KEY POINTS:
Auckland road police are bracing for severe traffic disruption over the Anzac holiday weekend if bad weather holds up a big repair job on the Northern Motorway.
Transit NZ says it urgently needs to reseal 3km of the motorway between Oteha Valley Rd in Albany and Silverdale in Rodney District before winter to fix cracks likely to cause widespread surface failures if left unfilled.
The agency intends beginning the $5 million-plus project as early as tomorrow night by closing one of the motorway's two southbound lanes.
It does not expect the job to be finished until Monday, May 5.
But although it has timed the work for the two weeks of school holidays which start today, because it expects lower overall traffic volumes, police are concerned about the possibility of bumper-to-bumper queues over Anzac weekend.
Transit has promised to do its utmost to ensure both southbound lanes reopen by noon on April 27, the Sunday after Anzac Day, to make them available to holidaymakers returning to Auckland.
And it says it will not start work on the northbound carriageway until 9 o'clock that night.
Southbound traffic will be reduced to one lane with a 50km/h temporary speed limit for the first week of the project.
Northbound drivers will face the same constraints in the second week.
Drivers are being urged to use State Highway 17 through Albany or East Coast Rd as alternative routes.
But the head of the Waitemata police highway patrol, Senior Sergeant Bill Russell, acknowledged yesterday there could be no guarantee the southbound carriageway would reopen in time.
"It depends on the weather - if it rains, their sealing has to stop."

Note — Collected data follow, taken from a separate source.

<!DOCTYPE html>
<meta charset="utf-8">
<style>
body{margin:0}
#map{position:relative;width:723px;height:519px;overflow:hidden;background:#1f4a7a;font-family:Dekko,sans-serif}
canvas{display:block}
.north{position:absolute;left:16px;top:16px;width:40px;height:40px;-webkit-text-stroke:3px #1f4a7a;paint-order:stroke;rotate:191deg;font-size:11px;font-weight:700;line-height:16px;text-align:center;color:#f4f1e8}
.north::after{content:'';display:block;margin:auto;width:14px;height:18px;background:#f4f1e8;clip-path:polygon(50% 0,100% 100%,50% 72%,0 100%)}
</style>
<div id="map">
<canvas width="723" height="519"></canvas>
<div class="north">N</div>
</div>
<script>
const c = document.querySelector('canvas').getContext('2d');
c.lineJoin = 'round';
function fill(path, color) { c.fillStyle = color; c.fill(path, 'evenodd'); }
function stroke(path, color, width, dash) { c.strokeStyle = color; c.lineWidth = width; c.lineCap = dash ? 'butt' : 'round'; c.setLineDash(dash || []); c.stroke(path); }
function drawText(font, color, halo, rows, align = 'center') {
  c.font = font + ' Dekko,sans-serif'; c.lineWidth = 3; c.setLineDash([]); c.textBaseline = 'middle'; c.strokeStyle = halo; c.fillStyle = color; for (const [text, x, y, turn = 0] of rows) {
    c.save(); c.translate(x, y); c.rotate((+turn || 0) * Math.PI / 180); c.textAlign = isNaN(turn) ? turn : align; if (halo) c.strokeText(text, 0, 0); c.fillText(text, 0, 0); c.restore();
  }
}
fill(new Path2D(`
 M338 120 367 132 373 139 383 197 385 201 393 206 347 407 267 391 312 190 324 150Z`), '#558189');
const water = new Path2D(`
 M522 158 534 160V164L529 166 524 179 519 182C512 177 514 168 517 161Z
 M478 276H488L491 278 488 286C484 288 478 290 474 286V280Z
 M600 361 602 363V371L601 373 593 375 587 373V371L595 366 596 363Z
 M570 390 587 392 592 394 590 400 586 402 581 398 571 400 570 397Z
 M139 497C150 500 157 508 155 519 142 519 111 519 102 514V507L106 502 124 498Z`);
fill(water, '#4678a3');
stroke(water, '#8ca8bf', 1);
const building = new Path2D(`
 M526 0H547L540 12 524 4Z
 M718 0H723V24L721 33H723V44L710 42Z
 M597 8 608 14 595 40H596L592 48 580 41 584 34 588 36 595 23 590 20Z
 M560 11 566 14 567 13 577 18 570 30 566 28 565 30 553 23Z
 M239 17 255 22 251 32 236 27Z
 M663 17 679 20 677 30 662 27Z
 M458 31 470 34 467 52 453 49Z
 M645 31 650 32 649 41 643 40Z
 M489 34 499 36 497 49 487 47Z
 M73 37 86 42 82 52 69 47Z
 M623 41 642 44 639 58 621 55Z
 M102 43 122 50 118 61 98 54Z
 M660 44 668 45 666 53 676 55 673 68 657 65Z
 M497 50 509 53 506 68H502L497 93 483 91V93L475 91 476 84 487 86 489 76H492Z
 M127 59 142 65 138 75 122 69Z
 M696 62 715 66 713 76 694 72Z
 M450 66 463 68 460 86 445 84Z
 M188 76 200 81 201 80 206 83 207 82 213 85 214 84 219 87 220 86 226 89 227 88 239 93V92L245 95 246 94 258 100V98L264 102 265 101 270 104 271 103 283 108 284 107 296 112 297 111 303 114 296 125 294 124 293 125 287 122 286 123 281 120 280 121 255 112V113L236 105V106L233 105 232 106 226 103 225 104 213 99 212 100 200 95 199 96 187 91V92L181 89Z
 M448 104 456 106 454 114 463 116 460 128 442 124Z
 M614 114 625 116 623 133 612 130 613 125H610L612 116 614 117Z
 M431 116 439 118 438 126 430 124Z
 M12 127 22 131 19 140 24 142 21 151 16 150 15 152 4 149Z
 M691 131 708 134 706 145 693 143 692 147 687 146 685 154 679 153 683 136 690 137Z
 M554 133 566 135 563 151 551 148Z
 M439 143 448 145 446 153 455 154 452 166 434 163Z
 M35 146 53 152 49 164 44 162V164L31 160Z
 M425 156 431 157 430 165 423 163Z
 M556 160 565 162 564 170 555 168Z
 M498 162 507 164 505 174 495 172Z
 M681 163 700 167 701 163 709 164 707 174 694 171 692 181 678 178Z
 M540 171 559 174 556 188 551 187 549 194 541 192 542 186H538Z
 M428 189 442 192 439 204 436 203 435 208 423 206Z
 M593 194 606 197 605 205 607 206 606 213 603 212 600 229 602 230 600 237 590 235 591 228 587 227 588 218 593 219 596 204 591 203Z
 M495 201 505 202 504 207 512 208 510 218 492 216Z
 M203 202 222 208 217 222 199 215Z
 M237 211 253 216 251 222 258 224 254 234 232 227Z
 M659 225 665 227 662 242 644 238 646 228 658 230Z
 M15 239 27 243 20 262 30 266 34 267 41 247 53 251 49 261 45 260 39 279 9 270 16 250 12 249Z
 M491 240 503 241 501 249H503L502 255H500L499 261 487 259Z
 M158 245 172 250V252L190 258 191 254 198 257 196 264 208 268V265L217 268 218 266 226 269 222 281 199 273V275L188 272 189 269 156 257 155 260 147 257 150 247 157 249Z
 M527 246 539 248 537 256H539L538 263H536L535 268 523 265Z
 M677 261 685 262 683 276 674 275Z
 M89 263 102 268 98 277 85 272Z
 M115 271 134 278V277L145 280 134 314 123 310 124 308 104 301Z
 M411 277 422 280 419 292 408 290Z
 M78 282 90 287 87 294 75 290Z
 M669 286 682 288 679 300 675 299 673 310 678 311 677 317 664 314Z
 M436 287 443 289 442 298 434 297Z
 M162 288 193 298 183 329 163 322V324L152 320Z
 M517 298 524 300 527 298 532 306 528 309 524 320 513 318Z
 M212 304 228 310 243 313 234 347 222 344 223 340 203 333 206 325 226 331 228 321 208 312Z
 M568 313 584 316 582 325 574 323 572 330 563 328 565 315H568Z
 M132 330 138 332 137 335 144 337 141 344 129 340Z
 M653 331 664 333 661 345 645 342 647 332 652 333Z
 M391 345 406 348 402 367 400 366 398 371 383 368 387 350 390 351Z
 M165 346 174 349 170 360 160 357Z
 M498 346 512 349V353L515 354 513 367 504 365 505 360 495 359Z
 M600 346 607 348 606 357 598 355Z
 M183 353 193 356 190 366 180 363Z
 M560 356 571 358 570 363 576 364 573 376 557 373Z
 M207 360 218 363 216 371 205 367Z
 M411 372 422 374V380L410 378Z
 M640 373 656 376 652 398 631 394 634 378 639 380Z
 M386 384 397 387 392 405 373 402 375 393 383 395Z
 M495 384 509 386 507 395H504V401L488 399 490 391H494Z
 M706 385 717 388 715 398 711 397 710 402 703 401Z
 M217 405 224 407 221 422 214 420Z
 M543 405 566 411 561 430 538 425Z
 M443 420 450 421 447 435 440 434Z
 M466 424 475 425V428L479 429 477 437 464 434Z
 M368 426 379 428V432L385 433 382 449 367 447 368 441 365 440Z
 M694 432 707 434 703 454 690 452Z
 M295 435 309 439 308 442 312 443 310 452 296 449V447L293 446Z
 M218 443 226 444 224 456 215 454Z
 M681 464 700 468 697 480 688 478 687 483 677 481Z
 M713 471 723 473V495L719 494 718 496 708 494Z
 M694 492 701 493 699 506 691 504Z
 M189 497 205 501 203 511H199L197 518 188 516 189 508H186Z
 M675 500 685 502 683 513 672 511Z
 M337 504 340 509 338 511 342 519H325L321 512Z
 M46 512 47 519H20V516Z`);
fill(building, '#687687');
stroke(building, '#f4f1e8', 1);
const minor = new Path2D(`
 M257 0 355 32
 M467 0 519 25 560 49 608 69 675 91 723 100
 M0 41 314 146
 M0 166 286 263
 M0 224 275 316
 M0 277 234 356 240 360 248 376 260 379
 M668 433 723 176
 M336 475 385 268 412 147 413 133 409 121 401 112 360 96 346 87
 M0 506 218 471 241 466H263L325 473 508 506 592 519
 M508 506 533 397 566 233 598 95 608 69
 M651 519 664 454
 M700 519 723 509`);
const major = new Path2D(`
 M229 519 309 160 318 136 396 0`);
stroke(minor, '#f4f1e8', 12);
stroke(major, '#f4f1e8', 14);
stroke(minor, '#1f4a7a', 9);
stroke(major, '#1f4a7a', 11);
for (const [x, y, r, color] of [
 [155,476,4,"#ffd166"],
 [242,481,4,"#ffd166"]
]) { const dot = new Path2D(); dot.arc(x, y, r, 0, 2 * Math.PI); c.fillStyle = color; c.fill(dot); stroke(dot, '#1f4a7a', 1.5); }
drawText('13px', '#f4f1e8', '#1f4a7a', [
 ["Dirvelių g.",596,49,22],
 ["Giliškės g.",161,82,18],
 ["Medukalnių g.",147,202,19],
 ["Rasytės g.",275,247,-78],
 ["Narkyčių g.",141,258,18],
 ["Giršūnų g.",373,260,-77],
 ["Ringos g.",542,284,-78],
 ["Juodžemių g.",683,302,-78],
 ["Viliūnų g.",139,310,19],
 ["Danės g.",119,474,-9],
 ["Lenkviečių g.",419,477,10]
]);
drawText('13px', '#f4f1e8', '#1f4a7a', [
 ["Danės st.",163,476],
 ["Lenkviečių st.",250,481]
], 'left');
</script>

Transit's northern operations manager, Joseph Flanagan, said his agency had carefully assessed traffic projections before deciding to time the project for the school holidays.
"If we did it during normal weeks there would have been too many delays - there would have been very severe traffic congestion."
He was confident the benefit of reduced peak traffic volumes over the school holidays would outweigh potential short-term difficulties over the Anzac weekend.
Transit was treating noon on the Sunday after Anzac Day as its absolute deadline to reopen the full southbound carriageway, and hoped to do so with hours to spare.